M’a énervée ! Oui, la jeune kiné m’a énervée. Pourtant, j’aime les jeunettes, mieux, les chéris… 

Je faisais l’écrasement facial sur mon lit d’hôpital, quand celle-ci est entrée inopinément, ayant frappé à la porte cependant. Regard surpris. 

« Bonjour » plein de bonne volonté mais tout à fait stéréotypé, avec le ton jovial d’aujourd’hui et la formule type d’aujourd’hui, les deux sans doute appris en cours et consciencieusement appliqués. Je me suis sentie traitée en idiote, je n’ai pas aimé

Déroulement du baratin tout prêt et du planning tout fait pour mon retour prochain, dont tout le monde ignore encore la date. Aucune connaissance du dossier. Préconisations autres que celles du chirurgien qui opérait déjà quand la jeune femme n’était pas née. Vague perception de son décalage mais aucun effort pour essayer de bouger dans ses rails et essayer de découvrir l’autre. 

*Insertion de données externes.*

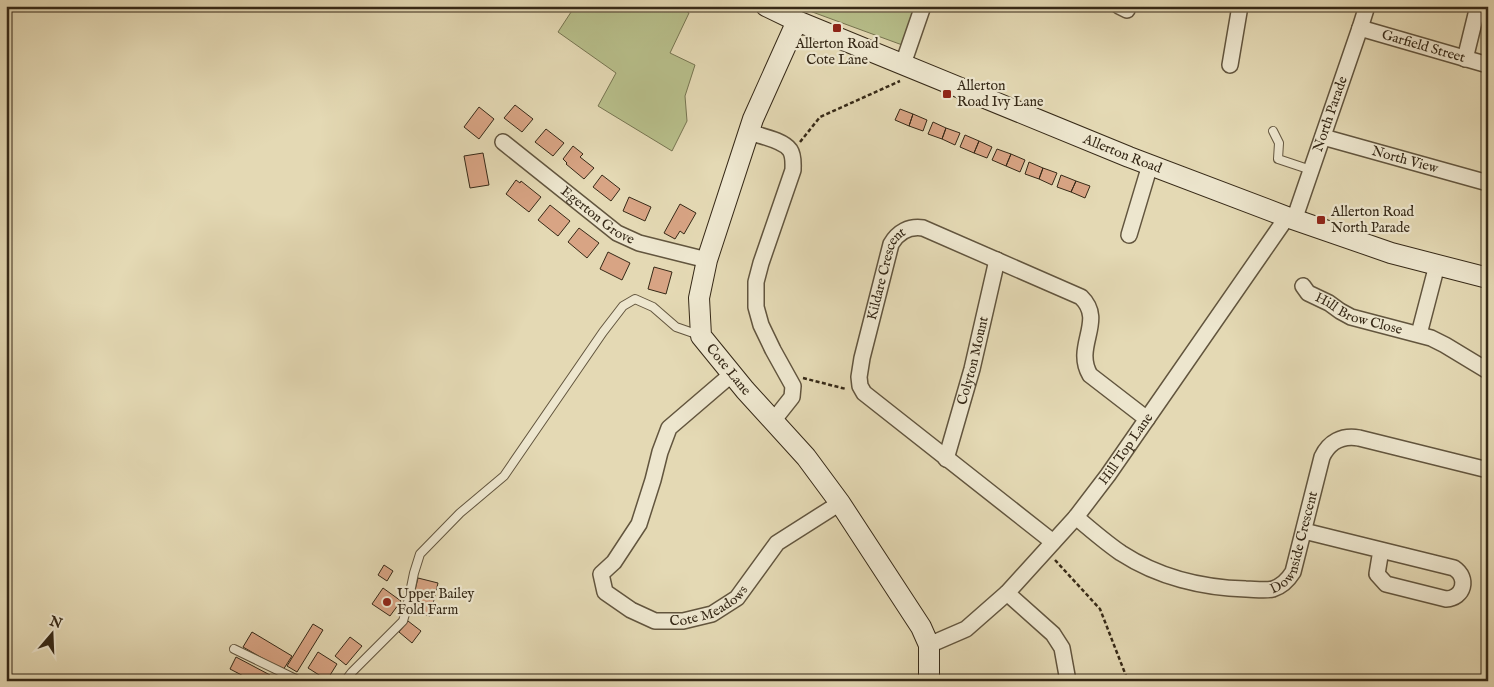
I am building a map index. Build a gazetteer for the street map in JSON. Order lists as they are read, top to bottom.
{
  "streets": {
    "street": [
      "Garfield Street",
      "North Parade",
      "Allerton Road",
      "North View",
      "Egerton Grove",
      "Kildare Crescent",
      "Hill Brow Close",
      "Colyton Mount",
      "Cote Lane",
      "Hill Top Lane",
      "Downside Crescent",
      "Cote Meadows"
    ]
  },
  "crossings": [
    ["Garfield Street", "North Parade"],
    ["North Parade", "Allerton Road"],
    ["North Parade", "North View"],
    ["North Parade", "Hill Top Lane"],
    ["Allerton Road", "Hill Brow Close"],
    ["Allerton Road", "Cote Lane"],
    ["Allerton Road", "Hill Top Lane"],
    ["Egerton Grove", "Cote Lane"],
    ["Kildare Crescent", "Colyton Mount"],
    ["Kildare Crescent", "Hill Top Lane"],
    ["Cote Lane", "Hill Top Lane"],
    ["Cote Lane", "Cote Meadows"],
    ["Hill Top Lane", "Downside Crescent"]
  ],
  "places": {
    "transit": ["Allerton Road Cote Lane", "Allerton Road Ivy Lane", "Allerton Road North Parade"],
    "other": ["Upper Bailey Fold Farm"]
  },
  "north": "top"
}
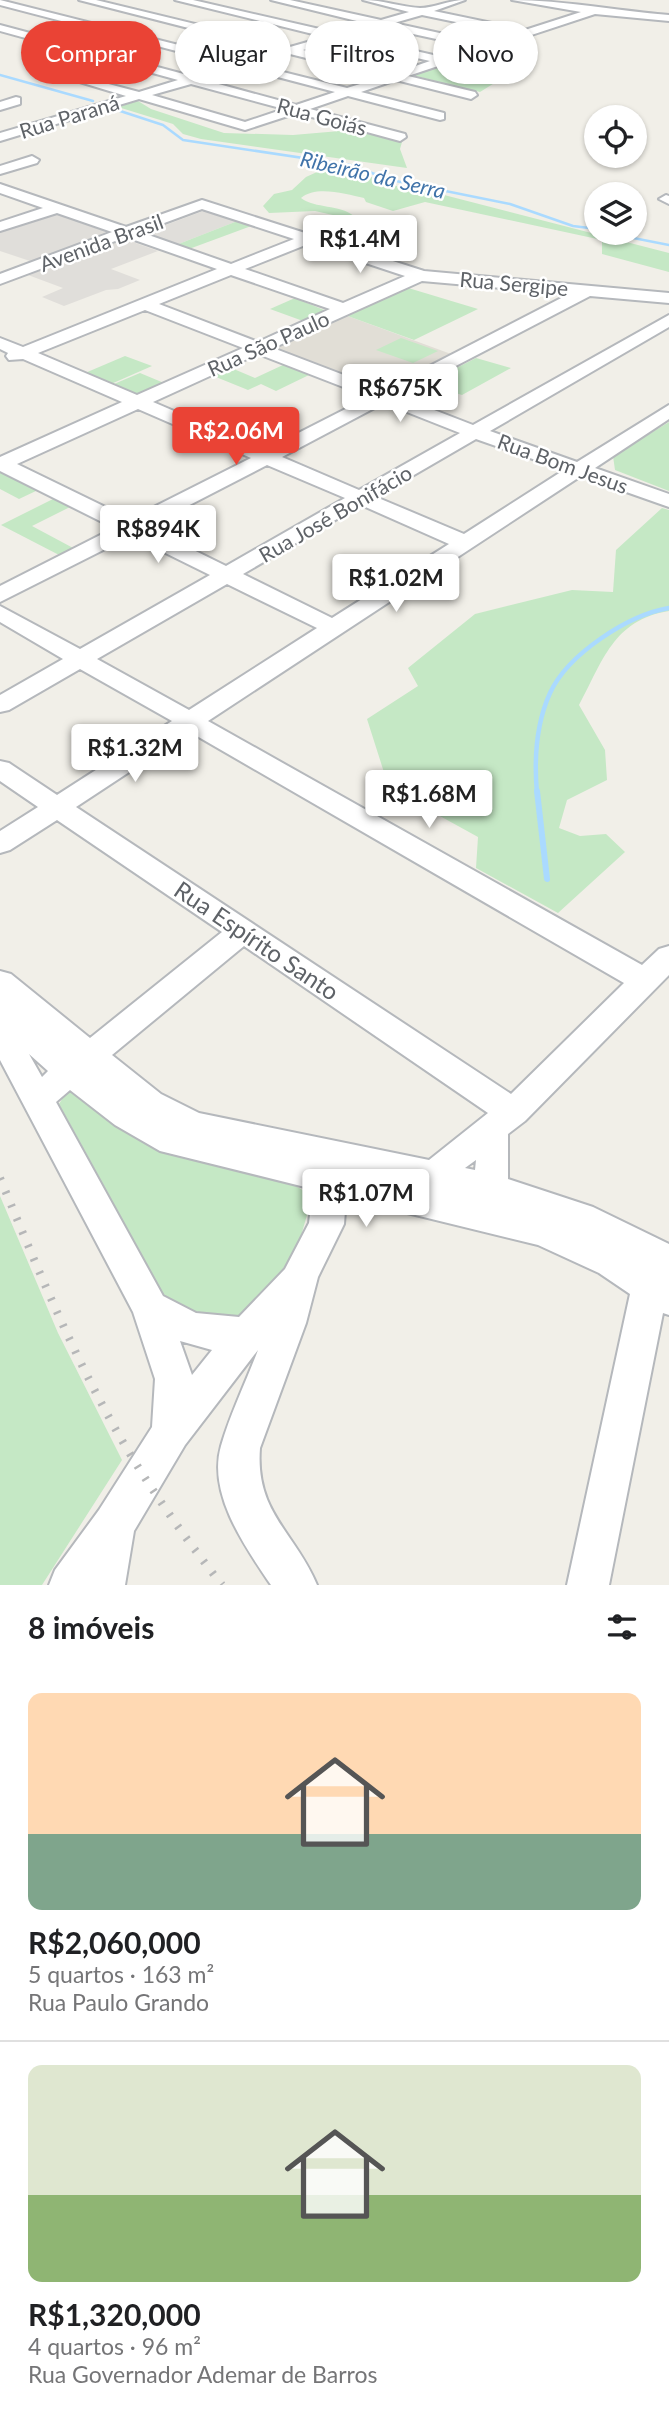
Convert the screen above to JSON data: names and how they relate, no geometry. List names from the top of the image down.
{
  "streets": {
    "street": [
      "Rua Paraná",
      "Rua Goiás",
      "Avenida Brasil",
      "Rua Sergipe",
      "Rua São Paulo",
      "Rua Bom Jesus",
      "Rua José Bonifácio",
      "Rua Espírito Santo"
    ]
  },
  "crossings": [
    ["Avenida Brasil", "Rua Sergipe"],
    ["Rua Sergipe", "Rua São Paulo"],
    ["Rua São Paulo", "Rua Bom Jesus"],
    ["Rua Bom Jesus", "Rua José Bonifácio"]
  ],
  "water": ["Ribeirão da Serra"],
  "page": {
    "chip": [
      "Comprar",
      "Alugar",
      "Filtros",
      "Novo"
    ],
    "price": [
      "R$1.4M",
      "R$675K",
      "R$2.06M",
      "R$894K",
      "R$1.02M",
      "R$1.32M",
      "R$1.68M",
      "R$1.07M"
    ],
    "heading": "8 imóveis",
    "list": [
      {
        "name": "R$2,060,000",
        "note": "5 quartos · 163 m² · Rua Paulo Grando"
      },
      {
        "name": "R$1,320,000",
        "note": "4 quartos · 96 m² · Rua Governador Ademar de Barros"
      }
    ]
  }
}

Rien de tragique. Cela peut en rester là : « Au revoir » et « Bonne journée ! » sincères. Pourquoi pas ? Tout serait bien. 

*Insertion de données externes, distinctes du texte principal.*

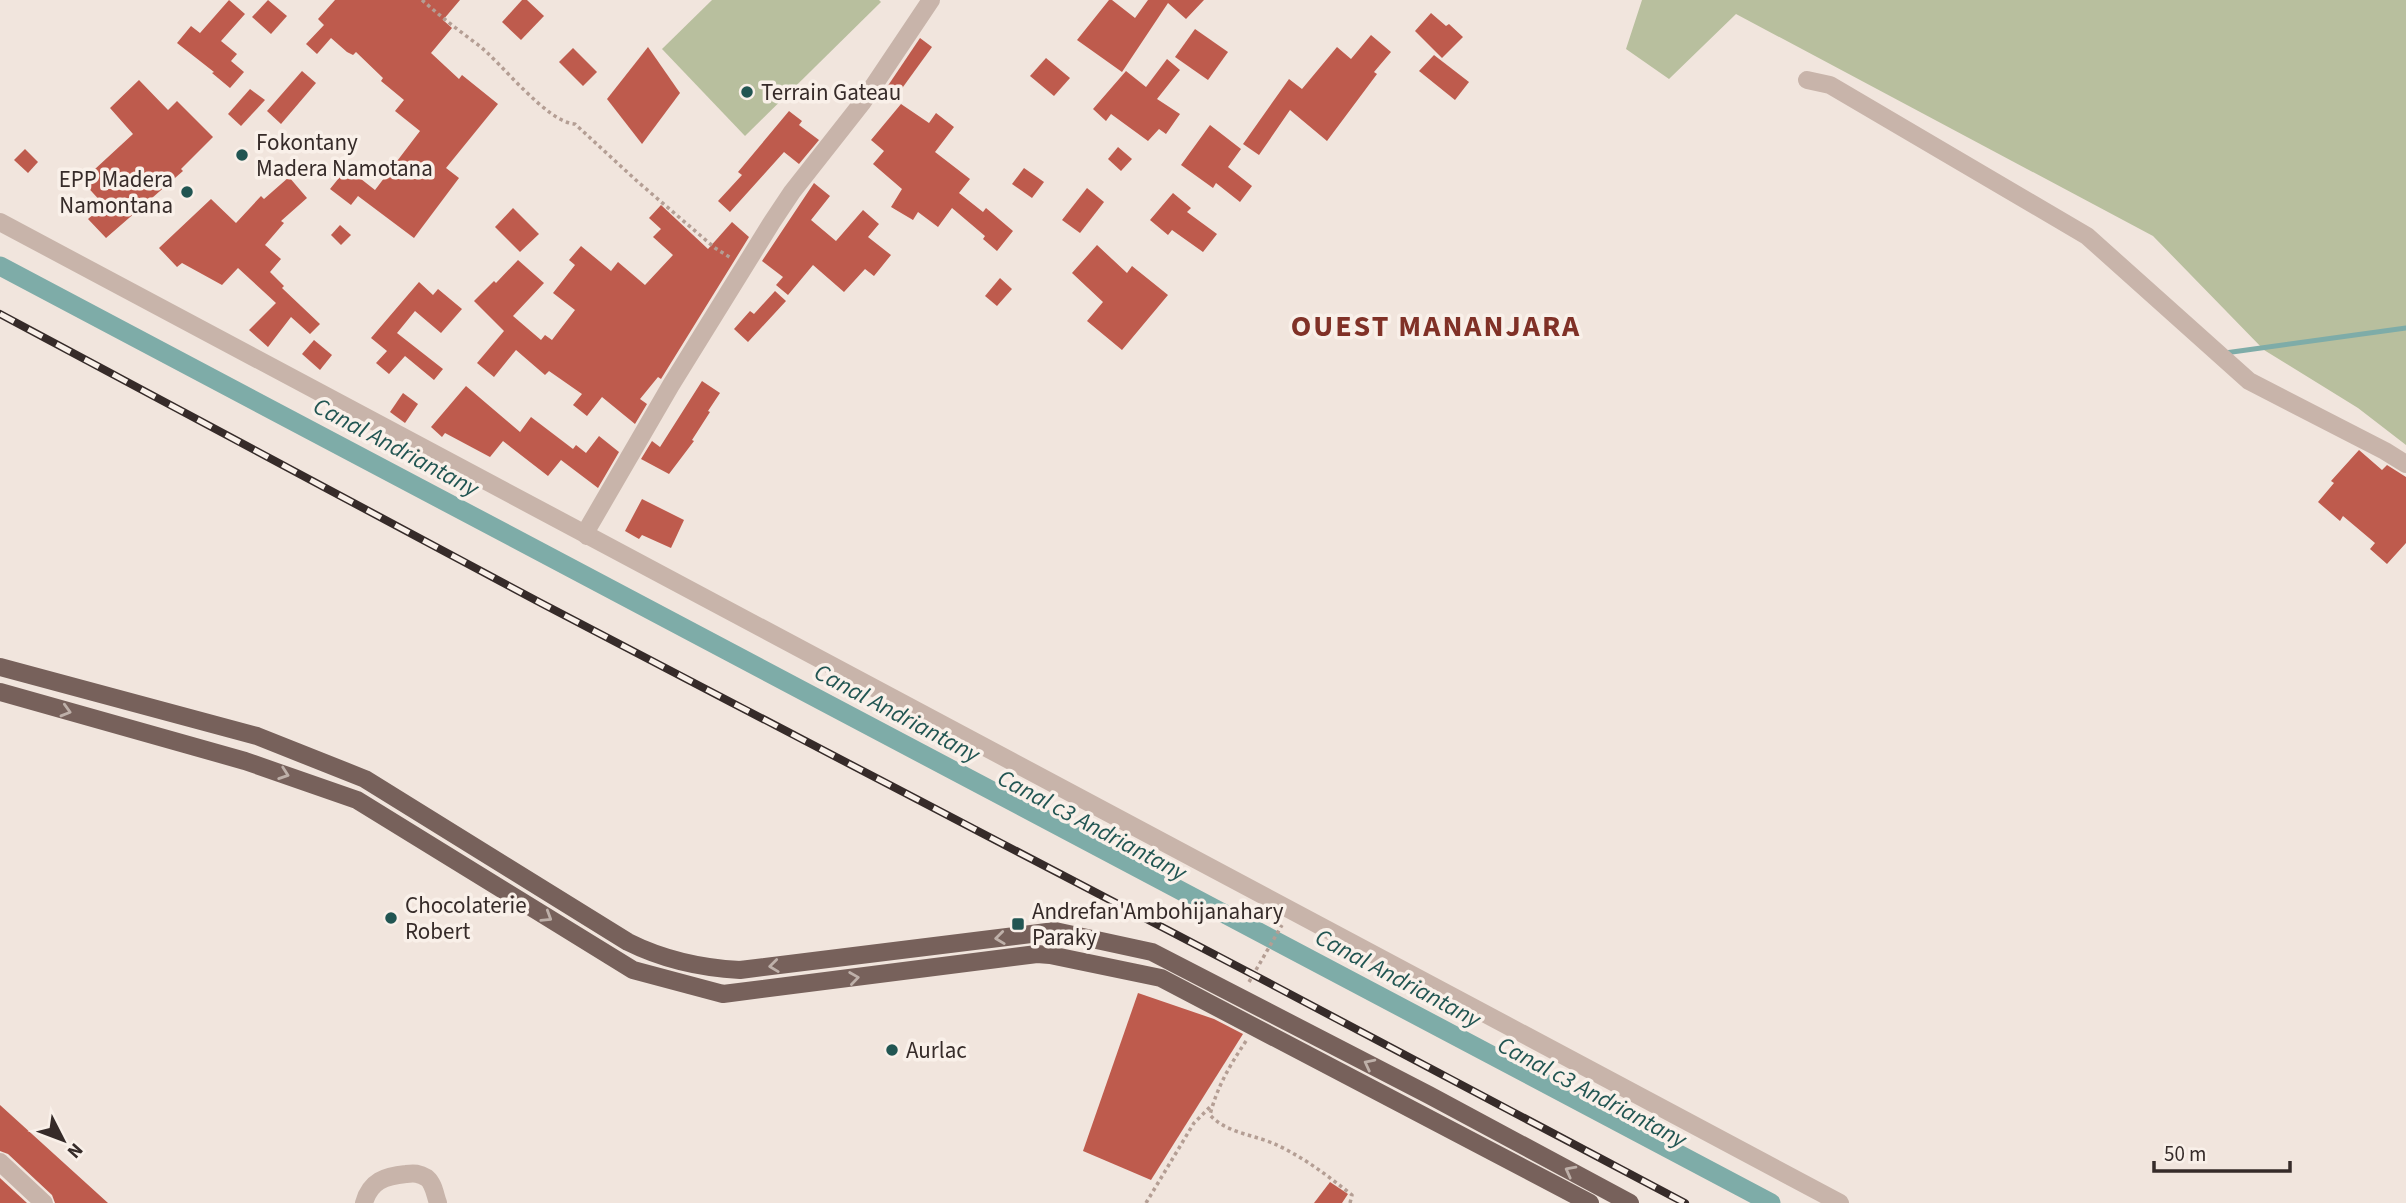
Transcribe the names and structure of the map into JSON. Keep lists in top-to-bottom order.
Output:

Mais voici que la jeune kinésithérapeute me parle de déambulateur. Je réfute, moi qui limite au maximum les objets dans mon espace tout petit, moi qui vois bien que dans ce cas je n’aurai plus la place nécessaire pour évoluer dans mon appartement, moi qui ne perçois pas encore bien l’utilité de cette prothèse et surtout ne l’accepte pas, au fond. Je ne vois pas Sittingbull - le vieil Indien, au sol pour arthrose vraisemblablement, qui m’encourage dans l’âge – assorti d’un déambulatoire. 

Mon interlocutrice ne cherche pas à comprendre, sans doute par souci intelligent d’économie d’énergie. Distante, comme indifférente, elle avance sur un autre terrain, utilise un autre biais. Oui, pourquoi pas ?

Elle me parle de canne et m’en tend une pour essai. Là, la professionnelle m’intéresse. Je saisis l’occasion mais la jeune kinésithérapeute ne sait pas s’en saisir. J’exclus, certes, sauf pour exercice à l’instant-même, la canne médicale mais repense aussitôt aux cannes entrevues il y a deux ou trois ans en pharmacie avec beau pommeau d’argent, l’une à tête de cheval, l’autre de lévrier. 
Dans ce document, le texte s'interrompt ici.